È il 1946 quando Margaret Bourke-White sbarca in India inviata da Life, per documentare gli ultimi singulti dell’Impero britannico. È già famosissima per la quantità di splendidi reportages su tutti i possibili fronti della WW2 appena conclusa, attualmente esposti a Palazzo Reale di Milano, per la mostra Grande, Donna (recensita su Alias 17 ottobre da Beatrice Cassina). Ma l’India è una storia che l’attira da tempo, come racconterà in Half way to Freedom, il suo diario indiano. La forza di quel movimento (e di quel Gandhi) che con la sola arma della non violenza, sta segnando la fine del colonialismo – e quelle foto che le è capitato di vedere, di cadaveri ammucchiati a Calcutta per la terribile carestia in Bengala. Foto impressionanti e un po’ clandestine, di un certo Sunil Janah, che le autorità britanniche avrebbero voluto bloccare – e che però, grazie alla rete di esuli dal subcontinente, sono riuscite a circolare anche in occidente come cartoline, pamphlets, ritagli del giornale People’s War, organo ufficiale del Partito Comunista Indiano.

Così appena arrivata in India, Margaret si precipita a Bombay e bussa alla porta del PCI. La riceve il segretario generale in persona, P.C. Joshi, e solo dopo aver verificato la serietà del suo progetto, delle zone che vorrebbe visitare, del taglio che i reportages potranno avere, la presenta a Sunil, e tra i due scatta la più leale amicizia. Lei americana, già famosa, e più anziana di 10 anni. Lui ventiseienne e vibrante di voglia di fare, ma limitato dalla scarsità di mezzi del partito.

Margaret (a spese di Life) diventa quindi la sua sponsor, e lui la sua guida, accordo perfetto. Insieme si spingeranno in aree molto remote dell’Orissa, dell’Andra Pradesh, e nelle zone a nord di Mumbai, dove il partito è venuto a sapere di una eroica rivolta dei tribali Warli per le condizioni di feroce sfruttamento cui sono sottoposti da sempre: lavoro schiavile, pene corporali, sepolture da vivi per i riottosi, queste le notizie che arrivano da qualche mese, grazie all’attivismo di una certa Godavari Parulekar, una bengalese (tra l’altro di ottima famiglia) che si è votata insieme al marito alla causa di quei dannati della terra fondando la prima cellula del formidabile (tuttora) «All India Khisan Sabha», il sindacato nazionale dei contadini. Senza la guida di Sunil, Margaret non avrebbe mai potuto scattare la foto che vedete in queste pagine.

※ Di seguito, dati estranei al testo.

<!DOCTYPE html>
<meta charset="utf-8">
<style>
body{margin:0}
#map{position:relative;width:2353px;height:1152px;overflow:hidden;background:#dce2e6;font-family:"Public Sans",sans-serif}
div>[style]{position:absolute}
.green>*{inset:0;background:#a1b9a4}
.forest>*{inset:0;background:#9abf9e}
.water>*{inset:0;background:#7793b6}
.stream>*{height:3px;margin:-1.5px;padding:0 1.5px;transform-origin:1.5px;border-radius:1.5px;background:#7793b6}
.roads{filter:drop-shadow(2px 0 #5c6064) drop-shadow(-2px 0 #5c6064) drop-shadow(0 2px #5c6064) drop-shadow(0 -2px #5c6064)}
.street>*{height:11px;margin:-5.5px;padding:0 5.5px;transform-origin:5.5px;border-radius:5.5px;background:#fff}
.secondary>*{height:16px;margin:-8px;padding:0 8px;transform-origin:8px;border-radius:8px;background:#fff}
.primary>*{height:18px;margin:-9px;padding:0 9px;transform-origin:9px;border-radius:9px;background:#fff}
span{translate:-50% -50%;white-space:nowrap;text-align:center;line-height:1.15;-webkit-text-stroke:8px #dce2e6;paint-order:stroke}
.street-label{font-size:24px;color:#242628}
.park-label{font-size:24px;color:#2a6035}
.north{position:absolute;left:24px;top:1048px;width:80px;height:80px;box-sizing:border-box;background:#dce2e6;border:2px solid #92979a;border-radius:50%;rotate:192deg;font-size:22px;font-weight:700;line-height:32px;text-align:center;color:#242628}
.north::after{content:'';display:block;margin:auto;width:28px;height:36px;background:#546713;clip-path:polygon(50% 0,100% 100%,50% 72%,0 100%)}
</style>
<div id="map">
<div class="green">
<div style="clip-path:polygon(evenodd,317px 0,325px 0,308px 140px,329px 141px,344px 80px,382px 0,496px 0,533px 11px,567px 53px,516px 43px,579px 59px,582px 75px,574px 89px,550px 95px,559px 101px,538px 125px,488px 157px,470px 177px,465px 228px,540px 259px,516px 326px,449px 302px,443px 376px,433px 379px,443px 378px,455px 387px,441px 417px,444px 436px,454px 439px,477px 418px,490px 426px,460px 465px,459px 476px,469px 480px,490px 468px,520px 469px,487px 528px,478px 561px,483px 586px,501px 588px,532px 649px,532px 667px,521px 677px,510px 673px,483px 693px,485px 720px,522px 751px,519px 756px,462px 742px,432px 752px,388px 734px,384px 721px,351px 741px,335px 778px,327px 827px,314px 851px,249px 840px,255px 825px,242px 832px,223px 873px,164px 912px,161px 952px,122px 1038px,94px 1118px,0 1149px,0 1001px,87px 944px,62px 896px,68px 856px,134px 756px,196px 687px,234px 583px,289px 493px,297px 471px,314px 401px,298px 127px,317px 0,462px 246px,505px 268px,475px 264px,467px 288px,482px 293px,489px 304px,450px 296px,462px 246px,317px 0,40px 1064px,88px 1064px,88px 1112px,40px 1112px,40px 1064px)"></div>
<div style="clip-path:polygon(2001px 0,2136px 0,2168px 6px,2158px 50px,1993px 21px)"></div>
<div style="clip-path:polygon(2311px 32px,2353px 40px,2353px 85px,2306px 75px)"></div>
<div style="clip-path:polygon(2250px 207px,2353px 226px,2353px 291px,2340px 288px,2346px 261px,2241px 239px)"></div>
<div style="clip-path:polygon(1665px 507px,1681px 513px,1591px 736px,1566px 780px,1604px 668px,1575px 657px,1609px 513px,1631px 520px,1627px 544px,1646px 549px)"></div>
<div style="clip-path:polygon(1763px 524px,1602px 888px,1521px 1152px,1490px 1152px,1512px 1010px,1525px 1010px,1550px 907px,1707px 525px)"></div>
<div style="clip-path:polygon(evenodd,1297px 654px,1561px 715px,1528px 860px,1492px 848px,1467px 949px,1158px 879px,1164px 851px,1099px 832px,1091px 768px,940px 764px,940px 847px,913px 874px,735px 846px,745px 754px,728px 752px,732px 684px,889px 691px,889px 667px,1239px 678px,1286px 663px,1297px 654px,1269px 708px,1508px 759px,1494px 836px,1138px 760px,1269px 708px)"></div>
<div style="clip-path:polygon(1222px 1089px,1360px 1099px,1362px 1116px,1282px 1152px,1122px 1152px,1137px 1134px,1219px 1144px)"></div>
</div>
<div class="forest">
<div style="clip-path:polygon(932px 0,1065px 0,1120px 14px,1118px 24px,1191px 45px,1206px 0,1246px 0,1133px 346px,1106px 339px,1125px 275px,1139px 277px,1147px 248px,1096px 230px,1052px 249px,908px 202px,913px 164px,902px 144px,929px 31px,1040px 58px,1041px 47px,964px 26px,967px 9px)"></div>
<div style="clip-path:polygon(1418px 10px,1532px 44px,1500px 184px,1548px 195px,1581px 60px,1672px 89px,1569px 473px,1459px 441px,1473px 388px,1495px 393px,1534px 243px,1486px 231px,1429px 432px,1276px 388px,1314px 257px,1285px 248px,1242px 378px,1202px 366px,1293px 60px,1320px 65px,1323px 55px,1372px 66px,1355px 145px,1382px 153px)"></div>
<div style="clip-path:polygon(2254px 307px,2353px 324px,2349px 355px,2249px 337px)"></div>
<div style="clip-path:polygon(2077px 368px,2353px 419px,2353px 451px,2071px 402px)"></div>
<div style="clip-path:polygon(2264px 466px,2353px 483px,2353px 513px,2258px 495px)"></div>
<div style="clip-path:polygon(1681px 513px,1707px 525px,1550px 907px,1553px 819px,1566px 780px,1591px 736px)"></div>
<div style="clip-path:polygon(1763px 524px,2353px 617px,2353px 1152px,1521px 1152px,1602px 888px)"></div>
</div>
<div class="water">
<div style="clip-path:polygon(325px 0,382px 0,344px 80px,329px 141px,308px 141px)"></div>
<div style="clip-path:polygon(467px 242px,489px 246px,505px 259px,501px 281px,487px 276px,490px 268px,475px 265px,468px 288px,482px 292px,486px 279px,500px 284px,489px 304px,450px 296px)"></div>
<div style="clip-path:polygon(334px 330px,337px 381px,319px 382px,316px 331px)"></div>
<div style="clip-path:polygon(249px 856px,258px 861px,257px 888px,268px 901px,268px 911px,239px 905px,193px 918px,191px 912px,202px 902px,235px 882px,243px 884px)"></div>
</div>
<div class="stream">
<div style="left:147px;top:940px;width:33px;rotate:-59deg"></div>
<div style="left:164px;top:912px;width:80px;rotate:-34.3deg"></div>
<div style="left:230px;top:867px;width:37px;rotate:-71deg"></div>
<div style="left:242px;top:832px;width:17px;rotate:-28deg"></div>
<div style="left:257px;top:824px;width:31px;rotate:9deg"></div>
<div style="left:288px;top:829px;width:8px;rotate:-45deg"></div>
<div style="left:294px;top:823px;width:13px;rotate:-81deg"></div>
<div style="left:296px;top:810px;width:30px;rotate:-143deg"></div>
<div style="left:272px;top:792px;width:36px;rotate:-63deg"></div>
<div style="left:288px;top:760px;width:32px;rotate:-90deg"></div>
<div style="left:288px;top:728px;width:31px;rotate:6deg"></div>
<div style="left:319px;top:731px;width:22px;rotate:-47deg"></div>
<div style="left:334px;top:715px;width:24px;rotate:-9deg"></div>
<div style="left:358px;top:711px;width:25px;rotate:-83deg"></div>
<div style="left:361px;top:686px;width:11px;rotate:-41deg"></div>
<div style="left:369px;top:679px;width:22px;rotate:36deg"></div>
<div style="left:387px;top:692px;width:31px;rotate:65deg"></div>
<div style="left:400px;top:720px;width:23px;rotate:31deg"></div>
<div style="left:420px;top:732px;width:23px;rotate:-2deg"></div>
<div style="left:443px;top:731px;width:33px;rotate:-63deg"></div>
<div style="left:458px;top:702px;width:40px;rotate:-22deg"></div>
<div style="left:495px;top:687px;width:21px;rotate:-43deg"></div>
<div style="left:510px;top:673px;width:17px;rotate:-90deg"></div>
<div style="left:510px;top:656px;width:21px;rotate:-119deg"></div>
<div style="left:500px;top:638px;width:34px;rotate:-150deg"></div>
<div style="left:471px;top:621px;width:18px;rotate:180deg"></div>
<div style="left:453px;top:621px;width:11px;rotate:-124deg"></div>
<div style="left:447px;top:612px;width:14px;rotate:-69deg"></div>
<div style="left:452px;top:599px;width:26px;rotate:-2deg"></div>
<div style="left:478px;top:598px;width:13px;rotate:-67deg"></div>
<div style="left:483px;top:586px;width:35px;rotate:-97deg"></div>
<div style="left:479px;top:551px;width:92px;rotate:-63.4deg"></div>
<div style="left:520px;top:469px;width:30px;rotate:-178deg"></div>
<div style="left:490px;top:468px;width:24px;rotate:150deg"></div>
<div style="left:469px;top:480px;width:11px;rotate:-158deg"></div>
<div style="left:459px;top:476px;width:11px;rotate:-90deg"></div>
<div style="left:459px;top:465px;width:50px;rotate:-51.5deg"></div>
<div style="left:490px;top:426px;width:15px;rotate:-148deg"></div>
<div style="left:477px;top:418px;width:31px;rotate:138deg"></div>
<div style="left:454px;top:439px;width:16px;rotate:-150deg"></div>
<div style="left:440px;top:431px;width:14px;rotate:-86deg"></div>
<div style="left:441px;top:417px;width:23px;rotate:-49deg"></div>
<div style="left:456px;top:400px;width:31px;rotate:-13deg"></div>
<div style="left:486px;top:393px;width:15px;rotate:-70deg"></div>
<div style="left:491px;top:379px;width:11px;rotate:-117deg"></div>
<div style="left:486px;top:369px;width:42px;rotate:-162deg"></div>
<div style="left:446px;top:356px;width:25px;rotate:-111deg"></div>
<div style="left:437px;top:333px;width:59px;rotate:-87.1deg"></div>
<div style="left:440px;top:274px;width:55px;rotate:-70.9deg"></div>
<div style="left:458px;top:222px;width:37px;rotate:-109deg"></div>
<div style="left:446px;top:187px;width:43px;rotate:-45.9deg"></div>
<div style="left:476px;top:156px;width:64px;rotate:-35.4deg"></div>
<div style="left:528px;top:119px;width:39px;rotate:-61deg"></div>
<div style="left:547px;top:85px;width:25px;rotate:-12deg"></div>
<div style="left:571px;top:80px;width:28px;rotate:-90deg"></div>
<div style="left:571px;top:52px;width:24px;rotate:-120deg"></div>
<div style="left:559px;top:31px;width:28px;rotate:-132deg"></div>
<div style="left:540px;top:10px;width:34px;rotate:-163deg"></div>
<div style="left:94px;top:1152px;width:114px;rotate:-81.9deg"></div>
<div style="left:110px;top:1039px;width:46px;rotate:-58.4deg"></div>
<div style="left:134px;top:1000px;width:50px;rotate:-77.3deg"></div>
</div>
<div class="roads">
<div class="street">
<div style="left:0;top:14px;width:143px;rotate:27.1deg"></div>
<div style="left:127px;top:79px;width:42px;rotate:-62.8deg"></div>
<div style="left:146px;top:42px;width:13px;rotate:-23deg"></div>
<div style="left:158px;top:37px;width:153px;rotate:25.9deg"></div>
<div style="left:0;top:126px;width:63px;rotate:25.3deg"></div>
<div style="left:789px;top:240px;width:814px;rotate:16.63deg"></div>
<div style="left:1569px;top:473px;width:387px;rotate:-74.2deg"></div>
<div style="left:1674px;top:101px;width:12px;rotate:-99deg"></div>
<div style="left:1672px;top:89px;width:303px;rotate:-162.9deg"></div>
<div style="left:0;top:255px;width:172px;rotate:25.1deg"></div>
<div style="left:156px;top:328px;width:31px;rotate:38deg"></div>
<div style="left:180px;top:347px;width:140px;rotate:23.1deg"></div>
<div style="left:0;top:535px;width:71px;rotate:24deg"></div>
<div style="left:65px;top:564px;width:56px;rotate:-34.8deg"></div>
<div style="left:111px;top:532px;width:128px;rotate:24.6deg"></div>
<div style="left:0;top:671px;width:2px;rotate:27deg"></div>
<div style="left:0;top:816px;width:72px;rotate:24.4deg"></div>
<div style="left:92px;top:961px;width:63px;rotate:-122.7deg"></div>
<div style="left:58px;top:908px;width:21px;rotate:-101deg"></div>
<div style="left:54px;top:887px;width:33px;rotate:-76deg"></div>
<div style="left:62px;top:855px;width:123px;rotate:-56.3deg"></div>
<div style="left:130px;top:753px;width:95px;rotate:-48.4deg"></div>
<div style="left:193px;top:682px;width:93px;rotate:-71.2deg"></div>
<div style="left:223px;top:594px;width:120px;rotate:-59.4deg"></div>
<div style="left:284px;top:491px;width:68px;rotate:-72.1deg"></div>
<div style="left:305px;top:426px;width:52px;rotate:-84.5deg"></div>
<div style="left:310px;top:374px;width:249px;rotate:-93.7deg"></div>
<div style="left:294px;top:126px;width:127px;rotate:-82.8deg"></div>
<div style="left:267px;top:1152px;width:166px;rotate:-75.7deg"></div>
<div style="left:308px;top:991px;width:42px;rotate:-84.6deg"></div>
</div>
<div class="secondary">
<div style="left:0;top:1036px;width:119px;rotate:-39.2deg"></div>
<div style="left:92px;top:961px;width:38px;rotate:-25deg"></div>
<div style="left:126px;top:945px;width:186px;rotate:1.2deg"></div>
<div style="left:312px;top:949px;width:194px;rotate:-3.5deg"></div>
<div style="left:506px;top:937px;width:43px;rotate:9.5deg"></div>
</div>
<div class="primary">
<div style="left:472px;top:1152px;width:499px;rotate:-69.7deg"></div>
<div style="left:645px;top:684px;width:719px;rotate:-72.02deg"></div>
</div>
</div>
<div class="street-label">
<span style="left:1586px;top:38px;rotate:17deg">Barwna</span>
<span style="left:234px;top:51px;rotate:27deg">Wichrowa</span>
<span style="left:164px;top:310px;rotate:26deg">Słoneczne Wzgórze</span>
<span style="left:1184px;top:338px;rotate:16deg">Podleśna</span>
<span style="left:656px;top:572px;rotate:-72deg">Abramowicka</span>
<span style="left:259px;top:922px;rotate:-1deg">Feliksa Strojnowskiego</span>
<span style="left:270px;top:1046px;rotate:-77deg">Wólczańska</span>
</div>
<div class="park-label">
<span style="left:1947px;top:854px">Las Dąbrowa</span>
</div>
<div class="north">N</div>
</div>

Ma sul piano tecnico la collaborazione funziona anche per Sunil , come lui stesso ha rievocato. «Dal partito avevo avuto in dotazione una Leica, ma senza flash, per cui niente foto di interni, e le capanne dei villaggi sono buie. Ma con Margaret avevamo escogitato un sistema: quando lei stava per scattare con il suo flash (e come sappiamo aveva l’abitudine di scattare foto a ripetizione), mi avvisava in tempo e scattavo anch’io.»

Moltissimi i negativi che attendono di essere sviluppati, di quella straordinaria spedizione à deux. Tra quelli sviluppati, ce n’è uno che la ritrae accanto al suo tripode, in cima a una tettoia: alta, capo scoperto, in pantaloni, assorbita in un lavoro al quale i locali (in primo piano le loro teste, di spalle) non saprebbero neppure dare un nome. «Un’immagine che da sola racconta la siderale distanza tra osservata, osservanti, e tutto quel che viene prima e dopo, incontro di mondi» osserva Ram Rahman, anche lui fotografo, amico personale di Sunil Janah e da tempo al lavoro sul suo archivo. «Sarebbe bello organizzare una mostra che ripercorre le tappe di quel viaggio, negli scatti affiancati di lei e di lui: oltre all’indubbio valore storico, alla scoperta di un’India mai vista prima (prima di quelle foto), sarebbe la documentazione di una relazione di collaborazione creativa davvero unica, nella storia della fotografia. E così feconda per entrambi.»

Il viaggio in India di Margaret sarebbe culminato di lì a pochi mesi con il famoso ritratto di Gandhi accanto al suo arcolaio – e con le foto del lutto per la sua uccisione, solo pochi giorni dopo. Per Sunil Janah quel viaggio fu solo l’inizio di un’infinita esplorazione: l’eccezionale documentazione delle lotte contadine in Telangana, con le donne tribali armate di fucile al pari dei compagni; il magnifico reportage tra gli adivasi del centro India, e poi nel Nord Est. Un incanto di purezza che l’avanzata del progresso avrebbe cancellato.